Ennesimo atto di violenza nel vesuviano, violenza che continua a sporcare una terra bellissima e ricca come la nostra! Come scrive il sito PositanoNews.it sono stati ben dodici i colpi di mitra esplosi contro un taxi collettivo. Nessun morto. Nessun ferito. Per fortuna. O forse per calcolo: il raid era stato progettato per dare un pesante avvertimento, ma non voleva far scorrere sangue. In caso contrario sarebbe stata una strage. E, del resto, se chi ha agito avesse voluto “fare morti” non ci sarebbero stati problemi “operativi” a raggiungere lo scopo: un furgoncino bloccato nel traffico, all’ora di punta, pieno di persone, è un bersaglio facile.
E né il guidatore né gli altri occupanti avrebbero avuto scampo, impossibilitati a fuggire da quella trappola di lamiere. Sarebbe stato un vero e proprio “tiro al piccione”. Invece no. Chi ha agito ha scelto di farlo in un momento in cui il furgoncino era vuoto e parcheggiato a poca distanza dall’abitazione del proprietario, in via Torretta Di Siena. Il raid a metà della scorsa settimana. Nella zona, ovviamente, tutti sapevano. Ma l’episodio è stato tenuto “coperto” ai più per dare modo agli investigatori di svolgere il proprio lavoro velocemente e senza troppo clamore, nella speranza di poter mettere le mani – e le manette – a mandanti ed esecutori del raid. Nel mirino il taxi di F. D. C., ventisette anni. Secondo le ricostruzioni ad agire sarebbero state probabilmente due persone, arrivate in sella ad una moto. Il passeggero era armato di un fucile automatico d’assalto di fabbricazione asiatica. Probabilmente un “clone” del famoso Kalashnikov di produzione ex sovietica.
Una delle tante copie realizzate più recentemente, dopo la dissoluzione dell’Urss, nei paesi dell’ex blocco “rosso” o nei paesi filocomunisti del profondo est asiatico. Una cosa è certa: il calibro. L’inconfondibile 7,62 dei “kalash”. E anche la sua “voce” deve essere stata inconfondibile quando è stato aperto il fuoco. Una, due raffiche piuttosto brevi. Il tempo di scaricare una dozzina di colpi contro il taxi collettivo. Poi via, di corsa, sparendo nel nulla. Il messaggio era stato recapitato. E – secondo gli investigatori della polizia che oggi seguono il caso – il destinatario, probabilmente, potrebbe sapere benissimo a cosa è stato dovuto quel raid. D. C., oggi tassista, è il figlio di G. D.C. che fu ucciso nel 2007 in via Cavour, nel corso di un agguato di camorra. Fu affiancato da due sicari in motocicletta e freddato nella sua Lancia Y di fronte all’ingresso pedonale della scuola materna ed elementare “Leopardi”.
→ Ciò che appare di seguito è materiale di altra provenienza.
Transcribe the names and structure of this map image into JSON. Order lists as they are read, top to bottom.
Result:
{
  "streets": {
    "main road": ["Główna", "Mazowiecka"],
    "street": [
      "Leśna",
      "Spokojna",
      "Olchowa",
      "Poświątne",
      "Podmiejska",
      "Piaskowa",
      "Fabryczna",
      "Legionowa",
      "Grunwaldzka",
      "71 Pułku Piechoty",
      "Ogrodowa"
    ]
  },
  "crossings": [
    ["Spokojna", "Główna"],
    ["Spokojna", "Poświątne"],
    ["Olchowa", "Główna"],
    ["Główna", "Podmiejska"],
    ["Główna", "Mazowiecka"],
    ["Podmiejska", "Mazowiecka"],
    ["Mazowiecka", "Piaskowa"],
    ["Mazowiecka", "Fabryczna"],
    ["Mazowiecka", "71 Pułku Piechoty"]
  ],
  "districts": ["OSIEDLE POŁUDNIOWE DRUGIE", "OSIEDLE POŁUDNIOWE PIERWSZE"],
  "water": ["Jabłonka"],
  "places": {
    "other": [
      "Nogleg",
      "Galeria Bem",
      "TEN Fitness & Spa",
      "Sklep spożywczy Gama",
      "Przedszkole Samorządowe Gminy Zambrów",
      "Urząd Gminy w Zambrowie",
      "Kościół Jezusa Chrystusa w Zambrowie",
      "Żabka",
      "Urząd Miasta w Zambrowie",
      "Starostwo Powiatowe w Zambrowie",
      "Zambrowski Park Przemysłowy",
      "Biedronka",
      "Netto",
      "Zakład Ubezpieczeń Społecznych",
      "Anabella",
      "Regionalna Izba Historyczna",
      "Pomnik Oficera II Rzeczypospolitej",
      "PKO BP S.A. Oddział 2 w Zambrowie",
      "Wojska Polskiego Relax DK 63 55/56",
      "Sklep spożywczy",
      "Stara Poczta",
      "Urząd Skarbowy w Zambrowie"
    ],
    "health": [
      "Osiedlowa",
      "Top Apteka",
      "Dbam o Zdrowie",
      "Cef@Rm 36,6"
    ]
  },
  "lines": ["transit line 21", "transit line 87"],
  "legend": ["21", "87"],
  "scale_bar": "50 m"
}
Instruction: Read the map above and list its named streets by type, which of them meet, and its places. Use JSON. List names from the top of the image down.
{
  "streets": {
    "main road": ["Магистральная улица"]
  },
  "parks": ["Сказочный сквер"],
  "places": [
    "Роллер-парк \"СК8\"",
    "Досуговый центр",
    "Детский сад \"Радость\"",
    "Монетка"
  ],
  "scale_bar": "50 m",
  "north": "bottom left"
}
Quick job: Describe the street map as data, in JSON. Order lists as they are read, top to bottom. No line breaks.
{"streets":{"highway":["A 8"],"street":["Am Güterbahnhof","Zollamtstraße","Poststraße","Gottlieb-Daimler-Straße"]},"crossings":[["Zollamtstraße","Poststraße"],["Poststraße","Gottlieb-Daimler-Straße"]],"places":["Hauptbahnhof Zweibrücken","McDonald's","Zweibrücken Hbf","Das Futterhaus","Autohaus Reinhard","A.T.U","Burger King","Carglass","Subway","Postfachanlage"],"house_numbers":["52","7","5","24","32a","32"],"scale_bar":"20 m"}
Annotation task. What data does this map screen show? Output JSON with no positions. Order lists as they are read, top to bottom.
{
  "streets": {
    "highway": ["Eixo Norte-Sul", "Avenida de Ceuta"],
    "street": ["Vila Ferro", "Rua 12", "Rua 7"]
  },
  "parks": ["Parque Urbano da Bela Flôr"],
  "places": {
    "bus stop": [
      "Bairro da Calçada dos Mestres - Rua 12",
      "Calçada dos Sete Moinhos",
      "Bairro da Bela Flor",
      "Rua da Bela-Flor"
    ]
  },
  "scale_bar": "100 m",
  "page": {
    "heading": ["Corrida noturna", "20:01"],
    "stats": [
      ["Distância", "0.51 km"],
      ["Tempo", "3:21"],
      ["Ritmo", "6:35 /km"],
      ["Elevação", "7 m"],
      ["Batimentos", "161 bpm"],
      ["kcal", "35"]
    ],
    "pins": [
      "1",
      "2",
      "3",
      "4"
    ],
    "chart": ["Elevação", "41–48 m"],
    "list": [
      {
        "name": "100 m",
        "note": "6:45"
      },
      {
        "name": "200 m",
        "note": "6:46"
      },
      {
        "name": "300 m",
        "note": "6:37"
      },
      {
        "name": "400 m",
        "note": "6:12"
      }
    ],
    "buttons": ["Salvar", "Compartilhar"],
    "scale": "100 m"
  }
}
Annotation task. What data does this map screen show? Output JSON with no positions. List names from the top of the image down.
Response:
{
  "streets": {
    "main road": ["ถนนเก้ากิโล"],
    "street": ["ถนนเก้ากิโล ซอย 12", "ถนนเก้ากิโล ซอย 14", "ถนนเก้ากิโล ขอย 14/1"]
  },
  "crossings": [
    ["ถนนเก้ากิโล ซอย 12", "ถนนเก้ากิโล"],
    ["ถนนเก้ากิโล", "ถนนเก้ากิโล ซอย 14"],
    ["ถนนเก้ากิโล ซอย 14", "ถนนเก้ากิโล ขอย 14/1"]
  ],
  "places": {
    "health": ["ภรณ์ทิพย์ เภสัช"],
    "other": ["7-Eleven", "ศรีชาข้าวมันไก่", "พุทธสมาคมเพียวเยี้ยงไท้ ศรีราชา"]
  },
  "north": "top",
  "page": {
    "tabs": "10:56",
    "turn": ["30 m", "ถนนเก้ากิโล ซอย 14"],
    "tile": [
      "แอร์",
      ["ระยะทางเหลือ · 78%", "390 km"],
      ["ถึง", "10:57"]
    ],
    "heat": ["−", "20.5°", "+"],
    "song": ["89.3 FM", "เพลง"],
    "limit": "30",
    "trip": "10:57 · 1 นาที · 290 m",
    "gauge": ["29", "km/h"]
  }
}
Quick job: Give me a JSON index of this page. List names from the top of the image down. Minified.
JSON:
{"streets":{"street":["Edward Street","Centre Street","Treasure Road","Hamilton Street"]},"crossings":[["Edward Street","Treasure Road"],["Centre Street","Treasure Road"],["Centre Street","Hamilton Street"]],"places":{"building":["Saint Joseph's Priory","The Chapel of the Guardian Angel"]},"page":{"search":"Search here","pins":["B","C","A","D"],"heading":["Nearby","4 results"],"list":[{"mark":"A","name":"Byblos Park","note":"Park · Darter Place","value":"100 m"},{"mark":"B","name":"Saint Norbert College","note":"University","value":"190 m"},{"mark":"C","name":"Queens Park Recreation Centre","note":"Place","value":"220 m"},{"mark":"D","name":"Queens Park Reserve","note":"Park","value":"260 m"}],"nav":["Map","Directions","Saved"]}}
Secondo le indagini il delitto era da ricollegarsi alla guerra di camorra in atto fra Gionta e Gallo per il controllo del mercato della droga. L’uomo, all’epoca quarantatreenne, secondo gli inquirenti, agiva da corriere per il trasporto di “carichi delicati”, probabilmente pagato di volta in volta dal miglior offerente. Uno sgarro, o una sua infelice scelta di campo alla base dell’omicidio. Oggi, sei anni dopo, è l’auto di suo figlio a trovarsi sotto una pioggia di piombo. Ma perché? Diverse le ipotesi al vaglio degli inquirenti. La principale è quella di un avvertimento per qualche “problema personale” del tassista. Forse una somma importante da restituire a qualcuno. Altra possibile pista quella del regolamento di conti all’interno delle fazioni malavitose in lotta a Torre.
Cosa c’entrerebbe D. C.? Possibile che anche in questo caso qualcuno stia facendogli capire che deve scegliere da che parte stare e che magari deve piegarsi alle richieste di qualcuno in particolare? Tutte ipotesi, per adesso, e tutte in attesa di elementi certi e di riscontro. Come quella che vorrebbe il raid contro il suo taxi come un messaggio intimidatorio verso qualche componente dell’amministrazione comunale. D. C., infatti, secondo quanto risulta agli investigatori, è imparentato con un elemento dell’attuale Consiglio. Ma con questa ipotesi, in mancanza di elementi concreti, ci si addentra – per ora – davvero nel campo delle “piste esplorative” più estreme, che non vengono immediatamente scartate solo ed esclusivamente per scrupolo. Ma non ci sono elementi, allo stato, che facciano propendere per dar peso a questa terzo scenario.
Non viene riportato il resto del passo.